EXERCISE:
Set down each entry as it stands. Skip the pictures.

INPUT:
◆ ◆ ◆ ◆ ◆ ◆ ◆

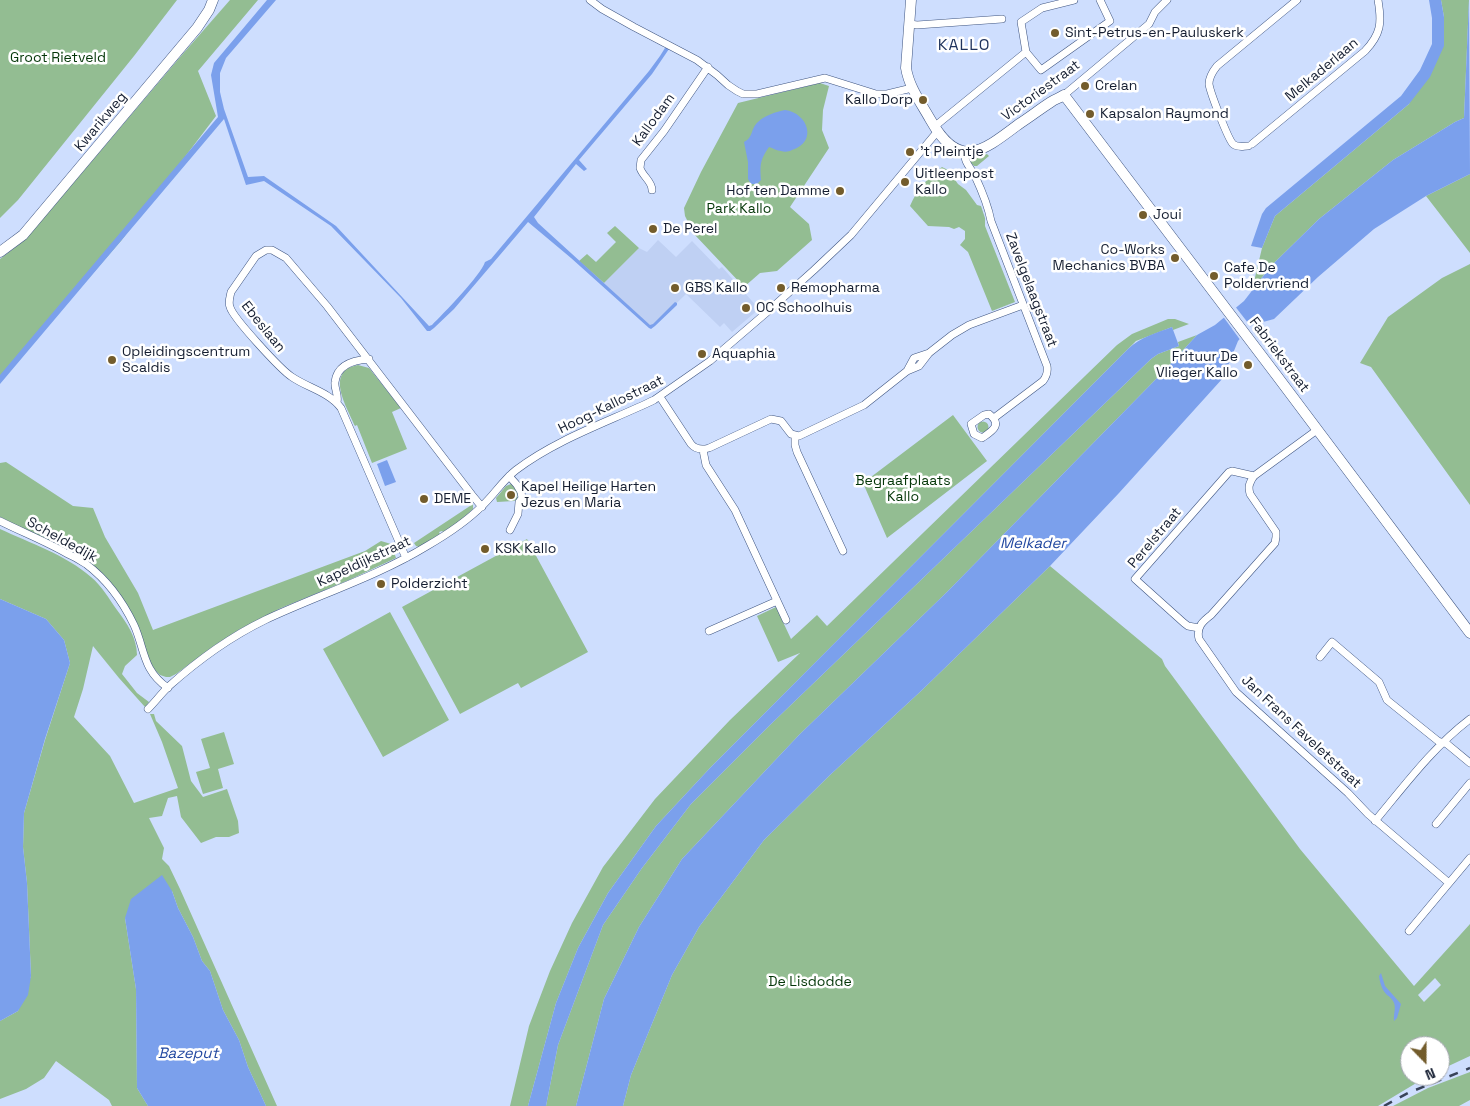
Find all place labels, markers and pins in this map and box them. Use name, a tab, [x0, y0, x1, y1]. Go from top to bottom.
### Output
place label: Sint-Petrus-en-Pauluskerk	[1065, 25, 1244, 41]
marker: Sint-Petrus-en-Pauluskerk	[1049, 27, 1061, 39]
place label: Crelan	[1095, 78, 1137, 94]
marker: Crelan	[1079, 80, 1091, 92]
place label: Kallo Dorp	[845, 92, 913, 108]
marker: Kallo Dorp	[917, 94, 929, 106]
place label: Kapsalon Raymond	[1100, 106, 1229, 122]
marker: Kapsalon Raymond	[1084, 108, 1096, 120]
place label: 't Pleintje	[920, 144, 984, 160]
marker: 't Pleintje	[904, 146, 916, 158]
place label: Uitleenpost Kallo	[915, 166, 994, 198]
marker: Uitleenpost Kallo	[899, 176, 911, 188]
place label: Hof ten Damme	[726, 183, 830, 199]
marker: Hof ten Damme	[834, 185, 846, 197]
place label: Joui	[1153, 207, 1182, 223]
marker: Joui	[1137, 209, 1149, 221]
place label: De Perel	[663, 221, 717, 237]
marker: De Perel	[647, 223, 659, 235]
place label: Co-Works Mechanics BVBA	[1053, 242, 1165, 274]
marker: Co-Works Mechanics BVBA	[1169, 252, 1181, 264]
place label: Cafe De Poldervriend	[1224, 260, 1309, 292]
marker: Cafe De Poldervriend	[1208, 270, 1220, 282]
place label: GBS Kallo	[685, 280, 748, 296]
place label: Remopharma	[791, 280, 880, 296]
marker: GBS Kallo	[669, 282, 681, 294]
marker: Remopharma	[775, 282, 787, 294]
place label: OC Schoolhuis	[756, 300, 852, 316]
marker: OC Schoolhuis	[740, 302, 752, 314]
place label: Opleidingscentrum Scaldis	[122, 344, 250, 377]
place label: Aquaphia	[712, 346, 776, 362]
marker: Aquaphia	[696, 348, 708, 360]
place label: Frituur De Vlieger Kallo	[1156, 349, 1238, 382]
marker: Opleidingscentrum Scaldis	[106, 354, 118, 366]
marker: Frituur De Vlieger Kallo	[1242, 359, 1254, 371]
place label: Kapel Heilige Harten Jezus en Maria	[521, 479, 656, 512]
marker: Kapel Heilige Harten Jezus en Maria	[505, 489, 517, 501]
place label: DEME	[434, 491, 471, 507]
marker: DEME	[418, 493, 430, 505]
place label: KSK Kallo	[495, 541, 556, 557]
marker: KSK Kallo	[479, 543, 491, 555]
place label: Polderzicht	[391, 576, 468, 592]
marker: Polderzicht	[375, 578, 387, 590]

◆ ◆ ◆ ◆ ◆ ◆ ◆

YOUR RESPONSE:
Find all place labels, markers and pins in this map and box them. Use name, a tab, [x0, y0, x1, y1]. Go from top to bottom.
### Output
place label: Sint-Petrus-en-Pauluskerk	[1065, 25, 1244, 41]
marker: Sint-Petrus-en-Pauluskerk	[1049, 27, 1061, 39]
place label: Crelan	[1095, 78, 1137, 94]
marker: Crelan	[1079, 80, 1091, 92]
place label: Kallo Dorp	[845, 92, 913, 108]
marker: Kallo Dorp	[917, 94, 929, 106]
place label: Kapsalon Raymond	[1100, 106, 1229, 122]
marker: Kapsalon Raymond	[1084, 108, 1096, 120]
place label: 't Pleintje	[920, 144, 984, 160]
marker: 't Pleintje	[904, 146, 916, 158]
place label: Uitleenpost Kallo	[915, 166, 994, 198]
marker: Uitleenpost Kallo	[899, 176, 911, 188]
place label: Hof ten Damme	[726, 183, 830, 199]
marker: Hof ten Damme	[834, 185, 846, 197]
place label: Joui	[1153, 207, 1182, 223]
marker: Joui	[1137, 209, 1149, 221]
place label: De Perel	[663, 221, 717, 237]
marker: De Perel	[647, 223, 659, 235]
place label: Co-Works Mechanics BVBA	[1053, 242, 1165, 274]
marker: Co-Works Mechanics BVBA	[1169, 252, 1181, 264]
place label: Cafe De Poldervriend	[1224, 260, 1309, 292]
marker: Cafe De Poldervriend	[1208, 270, 1220, 282]
place label: GBS Kallo	[685, 280, 748, 296]
place label: Remopharma	[791, 280, 880, 296]
marker: GBS Kallo	[669, 282, 681, 294]
marker: Remopharma	[775, 282, 787, 294]
place label: OC Schoolhuis	[756, 300, 852, 316]
marker: OC Schoolhuis	[740, 302, 752, 314]
place label: Opleidingscentrum Scaldis	[122, 344, 250, 377]
place label: Aquaphia	[712, 346, 776, 362]
marker: Aquaphia	[696, 348, 708, 360]
place label: Frituur De Vlieger Kallo	[1156, 349, 1238, 382]
marker: Opleidingscentrum Scaldis	[106, 354, 118, 366]
marker: Frituur De Vlieger Kallo	[1242, 359, 1254, 371]
place label: Kapel Heilige Harten Jezus en Maria	[521, 479, 656, 512]
marker: Kapel Heilige Harten Jezus en Maria	[505, 489, 517, 501]
place label: DEME	[434, 491, 471, 507]
marker: DEME	[418, 493, 430, 505]
place label: KSK Kallo	[495, 541, 556, 557]
marker: KSK Kallo	[479, 543, 491, 555]
place label: Polderzicht	[391, 576, 468, 592]
marker: Polderzicht	[375, 578, 387, 590]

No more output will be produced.